**TASK REQUIREMENTS**
The records below are to be copied exactly, with their pictures left out.

Start of RECORDED DATA

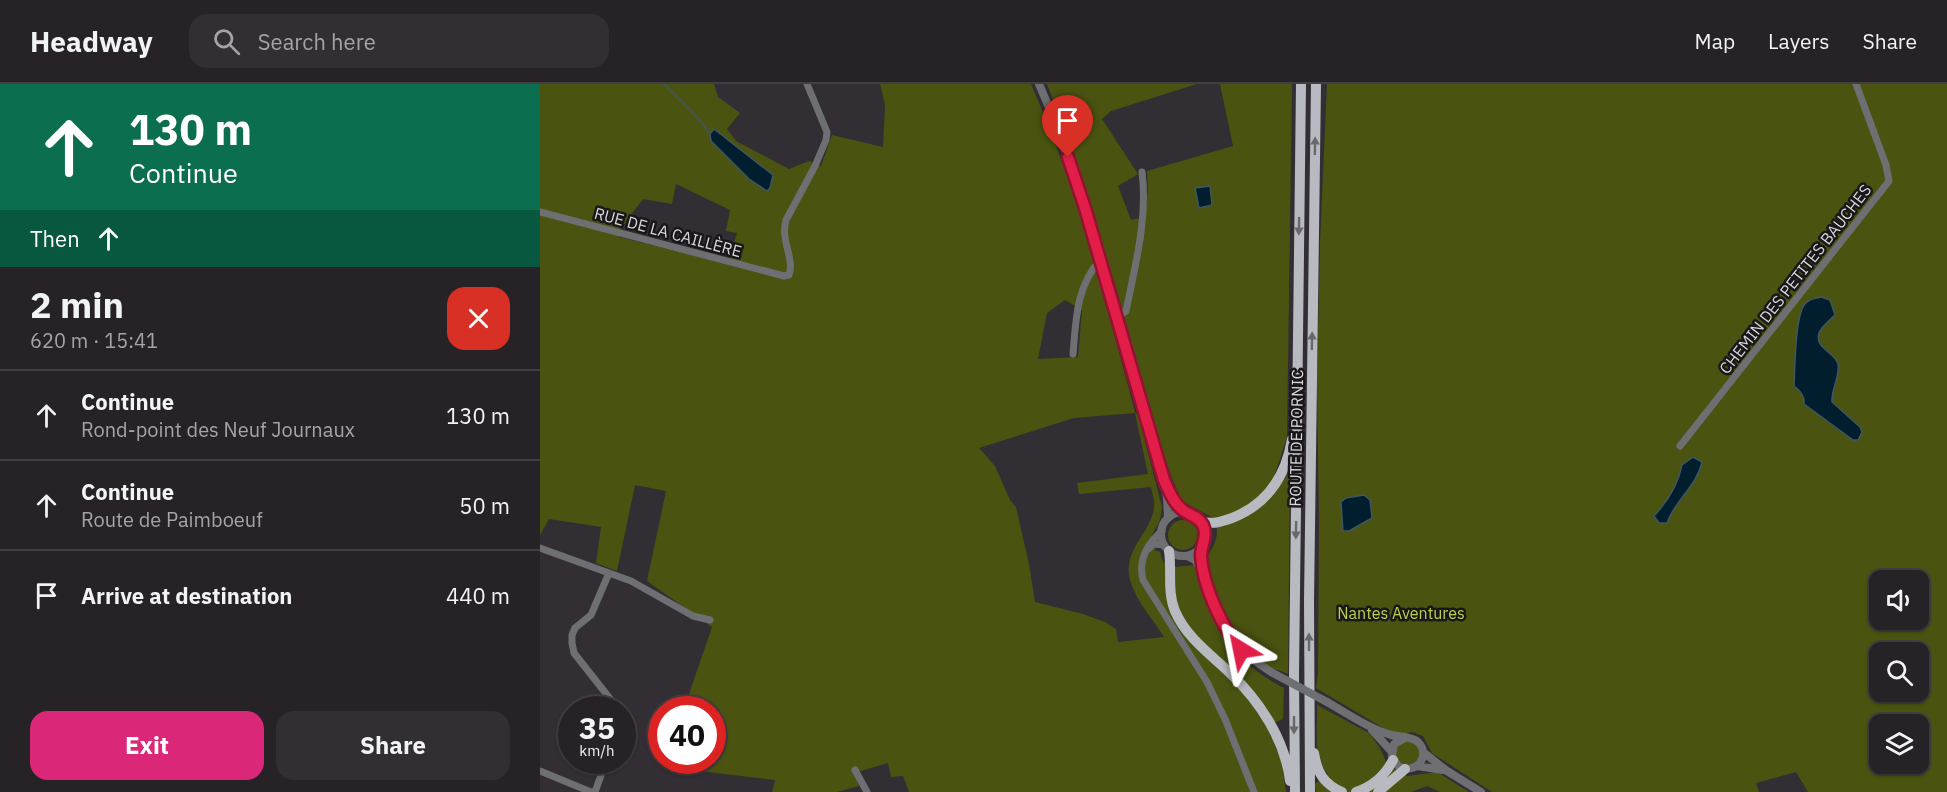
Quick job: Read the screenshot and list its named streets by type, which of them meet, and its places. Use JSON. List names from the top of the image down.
{
  "streets": {
    "highway": ["ROUTE DE PORNIC"],
    "street": ["RUE DE LA CAILLÈRE", "CHEMIN DES PETITES BAUCHES"]
  },
  "parks": ["Nantes Aventures"],
  "page": {
    "header": "Headway",
    "search": "Search here",
    "nav": ["Map", "Layers", "Share"],
    "turn": ["130 m", "Continue"],
    "then": "Then",
    "heading": ["2 min", "620 m · 15:41"],
    "list": [
      {
        "name": "Continue",
        "note": "Rond-point des Neuf Journaux",
        "value": "130 m"
      },
      {
        "name": "Continue",
        "note": "Route de Paimboeuf",
        "value": "50 m"
      },
      {
        "name": "Arrive at destination",
        "value": "440 m"
      }
    ],
    "speed": "35 km/h",
    "limit": "40",
    "buttons": ["Exit", "Share"]
  }
}
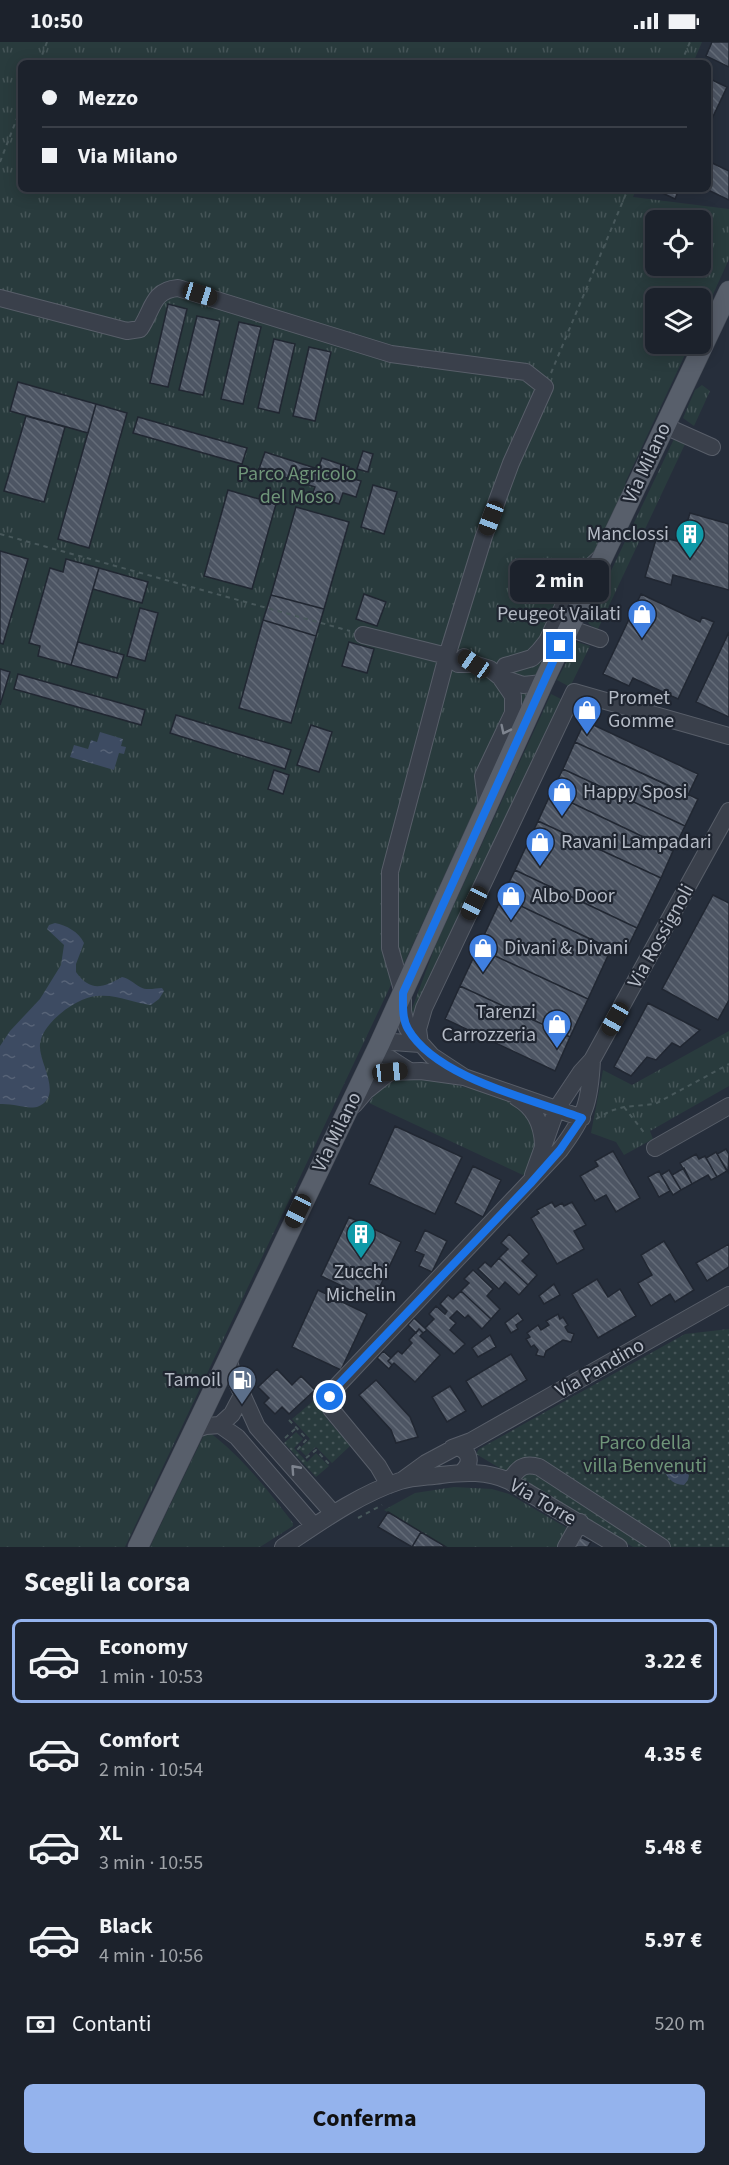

End of RECORDED DATA

**TASK RESPONSE**
Quick job: Read the screenshot and list its named streets by type, which of them meet, and its places. Use JSON. List names from the top of the image down.
{
  "streets": {
    "highway": ["ROUTE DE PORNIC"],
    "street": ["RUE DE LA CAILLÈRE", "CHEMIN DES PETITES BAUCHES"]
  },
  "parks": ["Nantes Aventures"],
  "page": {
    "header": "Headway",
    "search": "Search here",
    "nav": ["Map", "Layers", "Share"],
    "turn": ["130 m", "Continue"],
    "then": "Then",
    "heading": ["2 min", "620 m · 15:41"],
    "list": [
      {
        "name": "Continue",
        "note": "Rond-point des Neuf Journaux",
        "value": "130 m"
      },
      {
        "name": "Continue",
        "note": "Route de Paimboeuf",
        "value": "50 m"
      },
      {
        "name": "Arrive at destination",
        "value": "440 m"
      }
    ],
    "speed": "35 km/h",
    "limit": "40",
    "buttons": ["Exit", "Share"]
  }
}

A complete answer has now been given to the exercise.